【大分―磐田】伊佐ゴールの意味

終盤まで無失点に抑えていながら84分にサイドから入れられての失点は、クロージングとしては褒められたものではないが、今日のポイントはそこではなかった。流れの中からFW伊佐が奪った2点目にこそ、大きな意味がある。ここまでの大分はセットプレーが絶好調で、FWの得点は開幕節の宇津元だけ。長丁場を戦う上での最大の懸念点が払拭されたという事実は、本当に大きいものがある。その伊佐は茂のゴールもアシストしており、終盤までプレスを掛け続けたことも合わせて文句なしのMVPだろう。

磐田相手に、試合をコントロールしていたのは大分だった。弓場と野嶽がうまく3ラインをつなげ、早いタイミングで縦にボールが入る。昨季までなら、いわゆる各駅停車のパスをつなげて自らスペースを消してしまっていたところを、ミドルレンジの縦パスで一気に相手守備の綻びを突く。これが今季の大分が採っている戦術であり、結果も内容も伴っているということなのだ。

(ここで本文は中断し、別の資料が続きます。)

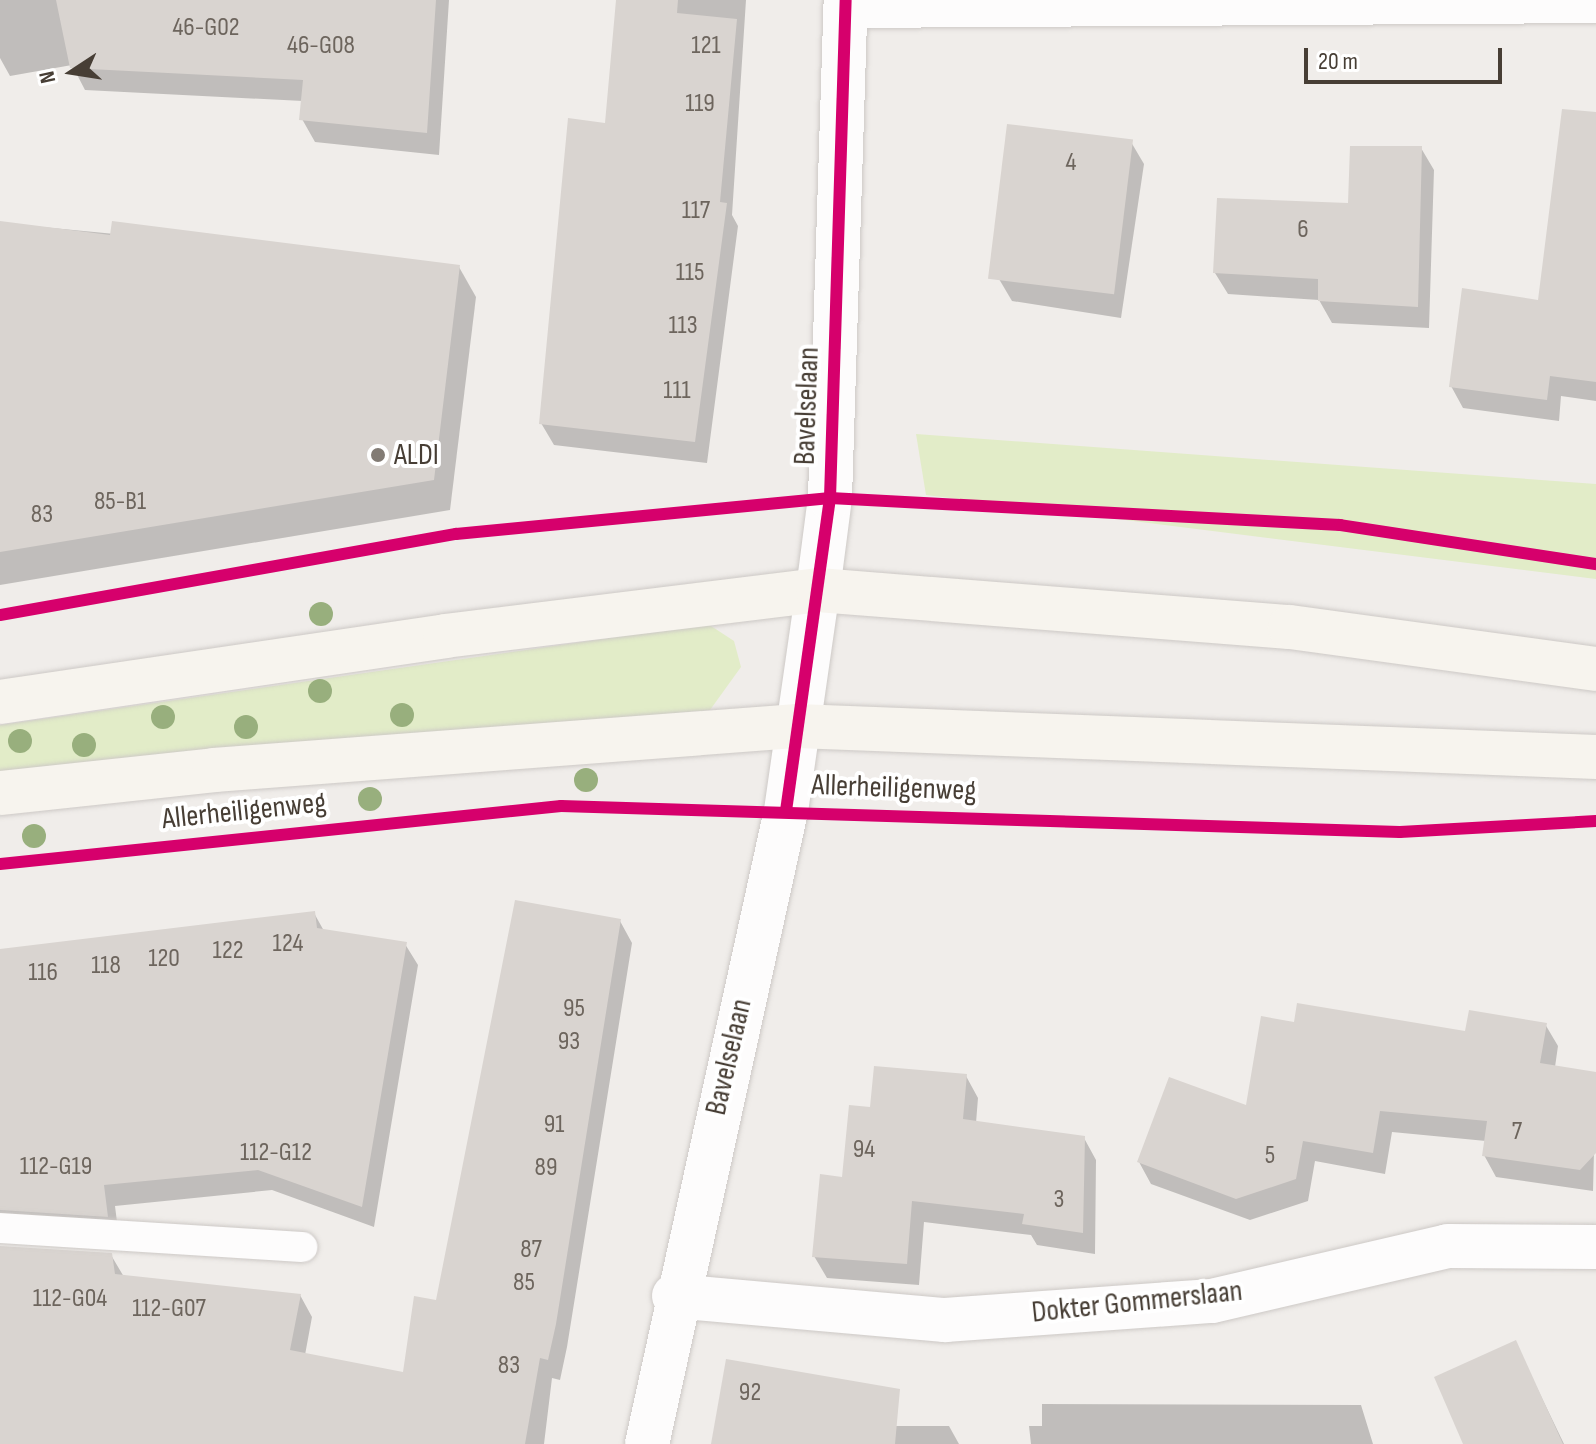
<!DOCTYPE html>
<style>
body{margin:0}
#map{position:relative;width:1596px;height:1444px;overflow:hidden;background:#f0edea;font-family:"Sofia Sans Condensed",sans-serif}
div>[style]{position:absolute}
.green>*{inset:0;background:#e2ecc8}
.shadow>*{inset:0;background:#0003}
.building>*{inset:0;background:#d9d4d0;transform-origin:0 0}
.roads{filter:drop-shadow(0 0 2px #cdc9c6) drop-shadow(0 0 2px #cdc9c6)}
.lane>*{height:30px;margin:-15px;padding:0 15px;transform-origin:15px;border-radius:15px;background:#fdfcfc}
.street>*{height:44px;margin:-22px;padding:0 22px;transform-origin:22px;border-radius:22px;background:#fdfcfc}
.secondary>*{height:44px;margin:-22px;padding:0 22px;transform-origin:22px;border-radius:22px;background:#f7f4ee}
.cycleway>*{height:12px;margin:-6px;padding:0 6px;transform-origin:6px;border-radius:6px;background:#d6006c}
.trees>*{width:24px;height:24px;margin:-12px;border-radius:50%;background:#98af7d}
.dots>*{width:22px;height:22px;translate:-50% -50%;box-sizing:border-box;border:4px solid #fff;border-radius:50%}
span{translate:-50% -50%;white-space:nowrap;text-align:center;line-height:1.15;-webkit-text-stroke:8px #fff;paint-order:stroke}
.number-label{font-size:26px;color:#6d655d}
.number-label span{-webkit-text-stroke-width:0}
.street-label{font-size:30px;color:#473e35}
.poi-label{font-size:30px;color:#473e35}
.left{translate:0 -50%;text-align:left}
.north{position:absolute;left:32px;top:32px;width:80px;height:80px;-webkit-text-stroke:6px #fff;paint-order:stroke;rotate:258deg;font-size:22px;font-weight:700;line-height:32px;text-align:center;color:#473e35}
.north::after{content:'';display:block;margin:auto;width:28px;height:36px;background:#473e35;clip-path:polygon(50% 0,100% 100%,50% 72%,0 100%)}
.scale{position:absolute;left:1304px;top:48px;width:198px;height:36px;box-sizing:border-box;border:4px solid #473e35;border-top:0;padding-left:10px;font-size:24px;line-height:28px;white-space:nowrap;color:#473e35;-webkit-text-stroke:6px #fff;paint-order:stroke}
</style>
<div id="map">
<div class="green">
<i style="clip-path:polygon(916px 434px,1596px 484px,1596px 579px,926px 495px)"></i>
<i style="clip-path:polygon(708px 624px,734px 641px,741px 667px,710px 710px,0 776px,0 725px)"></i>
</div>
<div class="shadow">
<i style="clip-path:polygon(0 0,449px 0,439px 155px,315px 142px,302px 119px,303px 101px,85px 90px,72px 65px,10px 76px,0 58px)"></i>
<i style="clip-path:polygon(618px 0,746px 0,732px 215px,738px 226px,707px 463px,554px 445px,541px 423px,607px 125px)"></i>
<i style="clip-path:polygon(1596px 138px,1596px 401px,1561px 396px,1559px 421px,1463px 408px,1451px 386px,1540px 302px)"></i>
<i style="clip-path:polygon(1131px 142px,1144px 164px,1121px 318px,1012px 301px,999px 279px)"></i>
<i style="clip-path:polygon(1421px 148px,1434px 170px,1429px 328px,1332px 323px,1319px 300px,1228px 294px,1215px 273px,1349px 205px)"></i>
<i style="clip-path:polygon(0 223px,459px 267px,476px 297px,450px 510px,0 585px)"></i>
<i style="clip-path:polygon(314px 913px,324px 931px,405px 944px,418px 965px,374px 1227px,272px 1190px,115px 1206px,119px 1238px,13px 1231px,0 1243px,0 951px)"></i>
<i style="clip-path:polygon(620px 921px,632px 943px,567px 1347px,560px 1380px,552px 1378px,544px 1444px,0 1444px,0 1248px,111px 1255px,124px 1277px,300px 1295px,312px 1317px,305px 1355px,405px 1374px)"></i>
<i style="clip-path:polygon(1296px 1024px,1467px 1033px,1545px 1024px,1558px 1046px,1555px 1067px,1596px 1074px,1593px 1191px,1496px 1177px,1484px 1155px,1486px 1141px,1392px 1132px,1385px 1174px,1315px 1161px,1308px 1201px,1250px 1220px,1151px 1184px,1139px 1162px,1248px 1108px)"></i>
<i style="clip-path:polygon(966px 1076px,978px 1098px,976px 1123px,1084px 1138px,1096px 1160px,1095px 1254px,1037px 1245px,1031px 1235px,924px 1222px,919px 1285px,827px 1278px,814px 1256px,872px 1109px)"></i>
<i style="clip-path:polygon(1515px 1342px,1564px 1444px,1465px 1444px)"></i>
<i style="clip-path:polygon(1042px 1404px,1361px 1405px,1373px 1444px,1031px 1444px,1029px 1426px,1042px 1426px)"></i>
<i style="clip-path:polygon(892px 1426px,949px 1426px,959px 1444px,892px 1444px)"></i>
</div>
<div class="building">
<i style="clip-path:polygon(56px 0,436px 0,427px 133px,299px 120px,303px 80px,70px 68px)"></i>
<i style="clip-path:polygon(616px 0,678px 0,677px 13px,737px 19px,720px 202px,727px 203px,695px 442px,539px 424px,568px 118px,605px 123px)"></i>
<i style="clip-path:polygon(1562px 109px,1596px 112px,1596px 382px,1550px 376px,1547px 400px,1449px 387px,1462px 288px,1538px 300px)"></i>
<i style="left:1007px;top:124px;width:127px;height:156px;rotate:7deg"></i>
<i style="clip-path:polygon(1350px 146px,1422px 146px,1418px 307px,1318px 301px,1318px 279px,1213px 273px,1217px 198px,1348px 203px)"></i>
<i style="clip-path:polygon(0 221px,110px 235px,112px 221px,460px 265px,434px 480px,0 552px)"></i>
<i style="clip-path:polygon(515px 900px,621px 919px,556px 1324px,548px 1360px,540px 1358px,525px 1444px,0 1444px,0 1246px,112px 1253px,115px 1274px,301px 1294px,290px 1350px,403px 1372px,414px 1296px,436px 1300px)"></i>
<i style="clip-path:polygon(315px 911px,317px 928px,407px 942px,362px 1207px,258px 1170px,104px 1185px,108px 1217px,0 1210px,0 949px)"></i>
<i style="clip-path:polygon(1297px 1003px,1465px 1031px,1469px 1010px,1547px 1023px,1540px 1063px,1596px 1072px,1596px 1153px,1580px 1170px,1482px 1156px,1487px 1121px,1380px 1111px,1373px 1153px,1303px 1141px,1296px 1179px,1236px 1199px,1137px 1162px,1169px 1077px,1246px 1105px,1261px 1016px,1294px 1022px)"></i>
<i style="clip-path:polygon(874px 1066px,967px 1074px,963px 1119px,1085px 1136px,1083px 1233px,1022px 1224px,1024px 1214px,912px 1201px,907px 1264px,812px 1257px,820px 1174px,842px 1177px,849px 1105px,870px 1107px)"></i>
<i style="clip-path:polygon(1516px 1340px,1563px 1444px,1463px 1444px,1434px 1377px)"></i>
<i style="clip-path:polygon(726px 1359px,900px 1389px,895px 1444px,711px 1444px)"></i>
</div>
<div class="roads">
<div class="lane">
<i style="left:0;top:1228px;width:303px;rotate:3.6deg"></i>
</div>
<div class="street">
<i style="left:846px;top:6px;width:750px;rotate:-0.38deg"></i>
<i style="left:674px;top:1296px;width:272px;rotate:5.1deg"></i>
<i style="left:945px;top:1320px;width:268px;rotate:-4.1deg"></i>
<i style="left:1212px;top:1301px;width:242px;rotate:-13.1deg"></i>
<i style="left:1448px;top:1246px;width:148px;rotate:0.4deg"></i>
<i style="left:647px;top:1444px;width:648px;rotate:-77.62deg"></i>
<i style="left:786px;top:811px;width:223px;rotate:-81.8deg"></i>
<i style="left:818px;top:590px;width:93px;rotate:-82.6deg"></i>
<i style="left:830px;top:498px;width:498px;rotate:-88.2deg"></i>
</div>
<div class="secondary">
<i style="left:0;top:702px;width:450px;rotate:-8.4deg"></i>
<i style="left:445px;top:636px;width:376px;rotate:-7deg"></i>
<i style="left:818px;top:590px;width:473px;rotate:4.5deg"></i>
<i style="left:1290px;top:627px;width:309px;rotate:7.8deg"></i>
<i style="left:0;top:793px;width:215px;rotate:-6.1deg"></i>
<i style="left:214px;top:770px;width:585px;rotate:-4.32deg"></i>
<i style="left:797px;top:726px;width:800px;rotate:2.22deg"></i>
</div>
</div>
<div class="cycleway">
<i style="left:0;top:615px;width:463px;rotate:-10.1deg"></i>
<i style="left:456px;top:534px;width:376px;rotate:-5.5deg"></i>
<i style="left:830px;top:498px;width:511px;rotate:3.03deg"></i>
<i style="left:1340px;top:525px;width:259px;rotate:8.7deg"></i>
<i style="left:786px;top:811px;width:316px;rotate:-82deg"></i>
<i style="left:830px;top:498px;width:498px;rotate:-88.2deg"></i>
<i style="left:0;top:864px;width:564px;rotate:-5.9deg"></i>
<i style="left:561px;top:806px;width:839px;rotate:1.77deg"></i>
<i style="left:1400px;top:832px;width:196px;rotate:-3.2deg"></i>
</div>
<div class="trees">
<i style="left:321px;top:614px"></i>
<i style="left:320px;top:691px"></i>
<i style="left:402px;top:715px"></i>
<i style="left:163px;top:717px"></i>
<i style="left:246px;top:727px"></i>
<i style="left:20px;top:741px"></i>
<i style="left:84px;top:745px"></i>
<i style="left:586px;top:780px"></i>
<i style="left:370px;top:799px"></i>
<i style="left:34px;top:836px"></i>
</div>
<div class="dots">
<i style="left:378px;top:455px;background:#827b74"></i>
</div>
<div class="number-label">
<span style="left:206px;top:28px">46-G02</span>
<span style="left:321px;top:46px">46-G08</span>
<span style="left:706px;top:46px">121</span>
<span style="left:700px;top:104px">119</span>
<span style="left:1071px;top:163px">4</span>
<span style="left:696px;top:211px">117</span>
<span style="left:1303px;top:230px">6</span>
<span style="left:690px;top:273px">115</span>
<span style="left:683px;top:326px">113</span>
<span style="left:677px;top:391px">111</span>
<span style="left:120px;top:502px">85-B1</span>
<span style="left:42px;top:515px">83</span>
<span style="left:288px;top:944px">124</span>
<span style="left:228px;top:951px">122</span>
<span style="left:164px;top:959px">120</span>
<span style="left:106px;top:966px">118</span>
<span style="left:43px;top:973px">116</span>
<span style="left:574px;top:1009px">95</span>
<span style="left:569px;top:1042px">93</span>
<span style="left:554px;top:1125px">91</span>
<span style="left:1517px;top:1132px">7</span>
<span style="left:864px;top:1150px">94</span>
<span style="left:276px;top:1153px">112-G12</span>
<span style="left:1270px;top:1156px">5</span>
<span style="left:56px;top:1167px">112-G19</span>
<span style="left:546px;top:1168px">89</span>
<span style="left:1059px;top:1200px">3</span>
<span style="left:531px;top:1250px">87</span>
<span style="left:524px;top:1283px">85</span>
<span style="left:70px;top:1299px">112-G04</span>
<span style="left:169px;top:1309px">112-G07</span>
<span style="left:509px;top:1366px">83</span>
<span style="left:750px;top:1393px">92</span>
</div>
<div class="street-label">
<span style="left:807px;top:406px;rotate:-88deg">Bavelselaan</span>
<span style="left:894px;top:788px;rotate:2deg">Allerheiligenweg</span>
<span style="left:244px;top:811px;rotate:-6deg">Allerheiligenweg</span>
<span style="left:729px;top:1057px;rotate:-77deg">Bavelselaan</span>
<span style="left:1137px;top:1302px;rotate:-6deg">Dokter Gommerslaan</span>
</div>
<div class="poi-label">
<span class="left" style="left:394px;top:455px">ALDI</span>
</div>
<div class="north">N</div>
<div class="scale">20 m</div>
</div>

守備ではペレイラの存在感は3バックのセンターよりも右で増しているし、上夷が自信を持ってカバーリングしていることも大きい。デルランはちょっと前掛かりになりがちなのだが、その裏をしっかりカバーできているので、大きな穴は開かない。前節、今節と守備の詰め方がちょっとずれたがために失点につながってしまったようにも見えるが、お見合いでの失点よりはずっとよい。今のバランスでこれ以上負傷者が出なければ、まだまだトップ集団に食らいついて行けるはずだ。